Qui, dal lato del parco affacciato su Kreuzberg, il ferro lascia spazio a un prato che mi sembra più fiorente e rigoglioso. Vedo bambini caracollarsi verso le altalene e le aree attrezzate, padri con le barbe curate e gli occhiali rotondi che accompagnano altri padri con le barbe curate e gli occhiali rotondi, ma con uno zaino frontale, un marsupione, che, scoprirò una volta oltrepassato il profumo velleitario e i vestiti puliti che li accompagnano, trasporta un piccolo bambino.
Vicino alla scalinata che precipita su Möckernstraße c’è una specie di baita di legno con un bar, sembra un posto che potresti trovare su una spiaggia, ma come se fosse caduto da un altro pianeta: le traverse sono imbrunite dal sole, eppure a Gleisdreieck il sole non c’è stato mai. Ho fame, in tasca 1 euro. Compro una barretta biologica con l’amaranto e il cioccolato, che mi si incastra ovunque in mezzo ai denti. Valuto come sconsiderato il mio acquisto. Adesso ho la bocca completamente impastata, non posso comprare dell’acqua e non vedo fontane intorno a me. Probabilmente morirò qui, come un supereroe, a Gleisdreieck, ricoperto dai chicchi di grano di centinaia di barrette biologiche giustamente coalizzatesi contro di me.

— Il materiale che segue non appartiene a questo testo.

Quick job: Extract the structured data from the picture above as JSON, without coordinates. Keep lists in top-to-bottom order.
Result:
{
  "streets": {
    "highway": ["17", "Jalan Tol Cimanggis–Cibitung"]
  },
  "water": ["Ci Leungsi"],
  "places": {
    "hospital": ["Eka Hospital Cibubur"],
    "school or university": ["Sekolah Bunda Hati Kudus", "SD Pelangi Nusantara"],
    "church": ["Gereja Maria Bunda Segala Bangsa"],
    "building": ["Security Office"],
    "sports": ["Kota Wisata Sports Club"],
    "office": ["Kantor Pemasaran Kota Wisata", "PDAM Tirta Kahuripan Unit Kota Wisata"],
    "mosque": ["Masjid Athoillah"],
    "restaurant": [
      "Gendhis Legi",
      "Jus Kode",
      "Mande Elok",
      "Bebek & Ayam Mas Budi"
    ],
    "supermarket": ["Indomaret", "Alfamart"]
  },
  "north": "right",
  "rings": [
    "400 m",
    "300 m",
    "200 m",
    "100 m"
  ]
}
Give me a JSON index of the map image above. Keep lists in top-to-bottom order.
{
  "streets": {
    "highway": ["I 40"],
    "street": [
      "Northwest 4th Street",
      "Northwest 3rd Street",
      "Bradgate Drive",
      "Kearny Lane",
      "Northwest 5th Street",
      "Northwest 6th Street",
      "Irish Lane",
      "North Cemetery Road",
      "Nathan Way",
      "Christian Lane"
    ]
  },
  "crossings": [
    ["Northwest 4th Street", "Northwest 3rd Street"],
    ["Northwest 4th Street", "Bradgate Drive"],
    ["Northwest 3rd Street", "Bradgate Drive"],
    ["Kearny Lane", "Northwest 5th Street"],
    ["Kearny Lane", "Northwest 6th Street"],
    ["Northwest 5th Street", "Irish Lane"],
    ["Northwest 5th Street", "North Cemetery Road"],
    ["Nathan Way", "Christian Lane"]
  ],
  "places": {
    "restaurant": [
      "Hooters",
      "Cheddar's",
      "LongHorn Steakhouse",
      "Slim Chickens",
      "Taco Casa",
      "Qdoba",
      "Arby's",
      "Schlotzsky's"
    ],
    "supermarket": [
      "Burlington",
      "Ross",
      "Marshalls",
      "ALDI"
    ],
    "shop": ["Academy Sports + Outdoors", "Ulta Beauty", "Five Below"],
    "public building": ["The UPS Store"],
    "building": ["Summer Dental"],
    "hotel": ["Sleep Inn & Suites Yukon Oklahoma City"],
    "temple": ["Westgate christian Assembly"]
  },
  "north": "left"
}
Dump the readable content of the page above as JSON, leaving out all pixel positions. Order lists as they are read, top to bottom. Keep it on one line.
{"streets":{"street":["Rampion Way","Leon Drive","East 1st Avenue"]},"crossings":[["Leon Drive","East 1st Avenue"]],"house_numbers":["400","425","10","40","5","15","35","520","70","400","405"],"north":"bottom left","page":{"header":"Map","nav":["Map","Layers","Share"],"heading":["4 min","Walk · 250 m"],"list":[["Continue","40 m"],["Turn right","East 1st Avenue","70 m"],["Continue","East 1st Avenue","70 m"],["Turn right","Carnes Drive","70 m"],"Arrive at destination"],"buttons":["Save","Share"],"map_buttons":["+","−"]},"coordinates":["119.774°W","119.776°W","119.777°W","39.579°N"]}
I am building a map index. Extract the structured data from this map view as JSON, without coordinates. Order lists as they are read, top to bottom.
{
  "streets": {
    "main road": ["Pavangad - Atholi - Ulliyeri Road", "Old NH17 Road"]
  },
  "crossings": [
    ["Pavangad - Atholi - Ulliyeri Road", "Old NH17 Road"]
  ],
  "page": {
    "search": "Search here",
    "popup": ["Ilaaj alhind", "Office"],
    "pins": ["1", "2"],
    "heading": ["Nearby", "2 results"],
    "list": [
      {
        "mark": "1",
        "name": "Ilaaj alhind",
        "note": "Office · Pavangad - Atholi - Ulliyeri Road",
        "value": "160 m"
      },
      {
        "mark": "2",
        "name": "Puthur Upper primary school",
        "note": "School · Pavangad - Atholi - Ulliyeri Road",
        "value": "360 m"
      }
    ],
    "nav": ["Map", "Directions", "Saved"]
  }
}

C’è una sensazione di abbandono diffusa nel parco di Gleisdreieck, come di estate che finisce: le sedie a sdraio si chiudono, gli ombrelloni solitari rimangono a osservare il mare. Uno sfinimento limpido, inquietudine distesa che ti si attacca addosso, diventa uggia dolce e necessaria, lo spleen che si fa bello per venirti a cercare, quella mattina in cui la testa è piena di acciaio e di alberi dai rami troppo lunghi per pensare che non si spezzeranno.